- _Goal of the exercise_:
Look over the entries that follow and work out how many lines contain "place". State the number only.

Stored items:
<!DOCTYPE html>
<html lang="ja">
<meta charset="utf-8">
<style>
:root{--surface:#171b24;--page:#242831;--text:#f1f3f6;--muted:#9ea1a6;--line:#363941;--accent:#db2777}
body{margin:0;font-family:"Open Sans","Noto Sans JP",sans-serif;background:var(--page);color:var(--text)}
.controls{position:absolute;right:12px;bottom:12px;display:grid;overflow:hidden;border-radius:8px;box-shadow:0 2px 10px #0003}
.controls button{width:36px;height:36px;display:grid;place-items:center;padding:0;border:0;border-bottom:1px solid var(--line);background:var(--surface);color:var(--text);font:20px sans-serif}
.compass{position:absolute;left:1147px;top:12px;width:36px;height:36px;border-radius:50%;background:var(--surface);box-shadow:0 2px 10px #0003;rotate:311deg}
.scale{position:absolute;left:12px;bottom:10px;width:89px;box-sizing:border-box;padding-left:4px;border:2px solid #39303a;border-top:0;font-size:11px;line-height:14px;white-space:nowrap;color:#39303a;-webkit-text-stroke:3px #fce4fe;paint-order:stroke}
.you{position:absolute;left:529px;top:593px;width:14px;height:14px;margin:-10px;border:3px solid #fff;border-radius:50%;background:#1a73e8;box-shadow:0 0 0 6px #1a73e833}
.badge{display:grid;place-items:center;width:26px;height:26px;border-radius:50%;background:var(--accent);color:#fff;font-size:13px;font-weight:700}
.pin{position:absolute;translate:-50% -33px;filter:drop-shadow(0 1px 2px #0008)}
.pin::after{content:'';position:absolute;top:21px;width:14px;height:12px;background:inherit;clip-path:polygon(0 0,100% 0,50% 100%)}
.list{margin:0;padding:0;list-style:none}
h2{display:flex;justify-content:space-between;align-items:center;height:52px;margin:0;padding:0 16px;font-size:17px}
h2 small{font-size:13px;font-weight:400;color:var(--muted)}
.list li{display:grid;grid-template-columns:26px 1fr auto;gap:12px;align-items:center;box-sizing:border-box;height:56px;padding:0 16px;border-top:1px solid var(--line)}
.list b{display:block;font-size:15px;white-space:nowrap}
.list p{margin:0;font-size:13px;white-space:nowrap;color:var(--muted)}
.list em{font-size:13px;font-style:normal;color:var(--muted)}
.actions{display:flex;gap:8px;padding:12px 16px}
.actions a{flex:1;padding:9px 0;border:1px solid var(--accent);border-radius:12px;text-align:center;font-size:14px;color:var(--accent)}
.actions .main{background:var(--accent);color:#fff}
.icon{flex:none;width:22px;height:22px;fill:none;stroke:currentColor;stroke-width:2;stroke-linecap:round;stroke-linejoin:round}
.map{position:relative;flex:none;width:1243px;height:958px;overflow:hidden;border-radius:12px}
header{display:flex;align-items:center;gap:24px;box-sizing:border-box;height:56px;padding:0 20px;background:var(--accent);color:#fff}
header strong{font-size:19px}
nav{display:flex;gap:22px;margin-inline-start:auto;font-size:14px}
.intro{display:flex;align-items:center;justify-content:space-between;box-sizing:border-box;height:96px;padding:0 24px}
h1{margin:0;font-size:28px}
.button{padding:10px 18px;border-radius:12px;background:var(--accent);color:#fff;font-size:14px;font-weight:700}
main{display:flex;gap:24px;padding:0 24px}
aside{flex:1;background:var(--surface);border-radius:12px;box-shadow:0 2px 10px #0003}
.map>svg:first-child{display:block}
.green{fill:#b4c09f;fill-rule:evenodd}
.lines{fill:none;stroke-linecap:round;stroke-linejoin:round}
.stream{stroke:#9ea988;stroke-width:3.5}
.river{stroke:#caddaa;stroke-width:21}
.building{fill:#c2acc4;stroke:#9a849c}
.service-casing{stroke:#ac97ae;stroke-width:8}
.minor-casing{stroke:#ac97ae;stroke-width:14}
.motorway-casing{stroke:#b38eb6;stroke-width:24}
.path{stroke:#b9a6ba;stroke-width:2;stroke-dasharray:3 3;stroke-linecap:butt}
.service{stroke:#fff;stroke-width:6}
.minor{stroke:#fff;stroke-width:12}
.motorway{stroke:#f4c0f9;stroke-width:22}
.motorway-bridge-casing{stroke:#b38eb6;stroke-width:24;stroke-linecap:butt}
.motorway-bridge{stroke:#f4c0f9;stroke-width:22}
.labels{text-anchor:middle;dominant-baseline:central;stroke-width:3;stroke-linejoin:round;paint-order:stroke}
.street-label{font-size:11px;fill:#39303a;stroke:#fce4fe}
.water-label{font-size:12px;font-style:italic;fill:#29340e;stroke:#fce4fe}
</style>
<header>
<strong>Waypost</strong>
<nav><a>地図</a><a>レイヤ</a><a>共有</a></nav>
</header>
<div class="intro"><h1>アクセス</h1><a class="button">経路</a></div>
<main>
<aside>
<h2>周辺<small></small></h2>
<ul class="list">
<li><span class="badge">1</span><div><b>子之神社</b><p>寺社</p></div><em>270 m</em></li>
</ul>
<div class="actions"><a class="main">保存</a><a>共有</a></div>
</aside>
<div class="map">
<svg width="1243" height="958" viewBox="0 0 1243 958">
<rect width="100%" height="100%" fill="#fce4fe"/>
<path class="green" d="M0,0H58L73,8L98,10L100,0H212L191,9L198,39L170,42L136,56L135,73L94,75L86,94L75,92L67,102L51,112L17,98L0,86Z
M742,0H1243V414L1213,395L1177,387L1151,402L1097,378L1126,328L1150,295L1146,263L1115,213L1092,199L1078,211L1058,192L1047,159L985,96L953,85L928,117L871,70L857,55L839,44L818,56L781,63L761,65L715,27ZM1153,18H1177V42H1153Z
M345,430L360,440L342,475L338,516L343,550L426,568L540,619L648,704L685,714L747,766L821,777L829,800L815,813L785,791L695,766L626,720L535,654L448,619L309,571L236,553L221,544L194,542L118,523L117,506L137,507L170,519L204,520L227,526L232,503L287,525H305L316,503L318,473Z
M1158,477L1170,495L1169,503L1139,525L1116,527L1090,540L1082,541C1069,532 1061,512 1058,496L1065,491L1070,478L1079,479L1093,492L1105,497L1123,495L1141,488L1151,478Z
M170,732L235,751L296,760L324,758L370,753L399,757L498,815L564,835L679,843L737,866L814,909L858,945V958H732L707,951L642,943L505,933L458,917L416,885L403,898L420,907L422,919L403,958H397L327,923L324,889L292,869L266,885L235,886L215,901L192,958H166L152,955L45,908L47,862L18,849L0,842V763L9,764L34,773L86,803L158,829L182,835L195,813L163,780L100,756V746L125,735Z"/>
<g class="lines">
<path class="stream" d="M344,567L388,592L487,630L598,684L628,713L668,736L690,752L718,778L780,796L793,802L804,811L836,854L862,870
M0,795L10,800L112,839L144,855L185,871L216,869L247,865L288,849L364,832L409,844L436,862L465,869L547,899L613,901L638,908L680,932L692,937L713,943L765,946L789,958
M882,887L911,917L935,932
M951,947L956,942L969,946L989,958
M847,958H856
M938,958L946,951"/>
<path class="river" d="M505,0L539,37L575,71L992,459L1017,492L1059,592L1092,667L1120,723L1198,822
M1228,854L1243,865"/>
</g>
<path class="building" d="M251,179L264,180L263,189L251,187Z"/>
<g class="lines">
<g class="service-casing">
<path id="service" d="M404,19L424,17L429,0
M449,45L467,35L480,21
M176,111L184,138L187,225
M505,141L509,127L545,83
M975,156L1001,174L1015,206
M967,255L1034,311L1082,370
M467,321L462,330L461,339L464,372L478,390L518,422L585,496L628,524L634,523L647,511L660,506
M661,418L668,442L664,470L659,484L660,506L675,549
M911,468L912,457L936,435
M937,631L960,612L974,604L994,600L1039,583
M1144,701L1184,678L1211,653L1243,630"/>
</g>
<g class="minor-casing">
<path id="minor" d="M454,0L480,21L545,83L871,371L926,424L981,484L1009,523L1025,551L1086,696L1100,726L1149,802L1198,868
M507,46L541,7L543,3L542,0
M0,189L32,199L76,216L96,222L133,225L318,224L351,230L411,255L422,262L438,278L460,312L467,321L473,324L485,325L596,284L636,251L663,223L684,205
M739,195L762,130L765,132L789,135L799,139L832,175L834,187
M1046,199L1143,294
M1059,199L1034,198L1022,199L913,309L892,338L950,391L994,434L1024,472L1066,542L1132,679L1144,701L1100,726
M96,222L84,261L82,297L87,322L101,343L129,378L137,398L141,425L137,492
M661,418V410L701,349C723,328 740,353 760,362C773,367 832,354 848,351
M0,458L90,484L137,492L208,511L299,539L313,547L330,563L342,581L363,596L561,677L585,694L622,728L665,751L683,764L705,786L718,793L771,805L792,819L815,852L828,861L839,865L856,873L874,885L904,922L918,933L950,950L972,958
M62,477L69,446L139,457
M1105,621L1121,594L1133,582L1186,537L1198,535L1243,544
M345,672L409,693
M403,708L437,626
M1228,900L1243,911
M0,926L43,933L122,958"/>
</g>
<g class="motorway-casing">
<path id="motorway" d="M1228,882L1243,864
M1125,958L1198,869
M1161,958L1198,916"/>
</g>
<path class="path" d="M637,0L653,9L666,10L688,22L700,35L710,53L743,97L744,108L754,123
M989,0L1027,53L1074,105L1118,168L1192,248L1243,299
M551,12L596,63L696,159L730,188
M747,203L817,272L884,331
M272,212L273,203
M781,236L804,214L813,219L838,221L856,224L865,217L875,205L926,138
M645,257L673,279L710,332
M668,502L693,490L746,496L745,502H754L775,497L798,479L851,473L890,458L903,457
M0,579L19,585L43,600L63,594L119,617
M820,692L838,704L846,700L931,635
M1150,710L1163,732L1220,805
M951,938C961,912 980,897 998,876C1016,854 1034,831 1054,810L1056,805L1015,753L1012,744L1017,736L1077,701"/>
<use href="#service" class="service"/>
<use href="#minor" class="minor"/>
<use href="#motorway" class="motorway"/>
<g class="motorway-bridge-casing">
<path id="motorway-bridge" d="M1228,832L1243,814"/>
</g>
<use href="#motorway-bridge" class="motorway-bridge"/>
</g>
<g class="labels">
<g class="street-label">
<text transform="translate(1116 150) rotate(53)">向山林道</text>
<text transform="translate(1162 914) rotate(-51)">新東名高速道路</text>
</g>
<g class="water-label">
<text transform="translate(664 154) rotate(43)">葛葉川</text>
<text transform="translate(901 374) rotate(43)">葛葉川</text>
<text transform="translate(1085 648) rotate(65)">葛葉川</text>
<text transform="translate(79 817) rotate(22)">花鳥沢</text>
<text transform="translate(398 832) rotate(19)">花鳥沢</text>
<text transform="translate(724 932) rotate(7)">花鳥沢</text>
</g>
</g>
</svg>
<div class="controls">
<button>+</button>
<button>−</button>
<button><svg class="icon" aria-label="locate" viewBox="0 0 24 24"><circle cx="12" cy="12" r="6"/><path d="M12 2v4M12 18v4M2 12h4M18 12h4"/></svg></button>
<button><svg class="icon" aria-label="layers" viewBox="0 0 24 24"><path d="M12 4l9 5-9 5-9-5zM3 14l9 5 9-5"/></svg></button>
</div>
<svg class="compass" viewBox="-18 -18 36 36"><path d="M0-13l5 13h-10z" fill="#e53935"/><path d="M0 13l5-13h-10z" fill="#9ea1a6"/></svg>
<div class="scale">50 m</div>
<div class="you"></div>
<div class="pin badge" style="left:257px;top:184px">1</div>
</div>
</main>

- _Answer for the task_:
2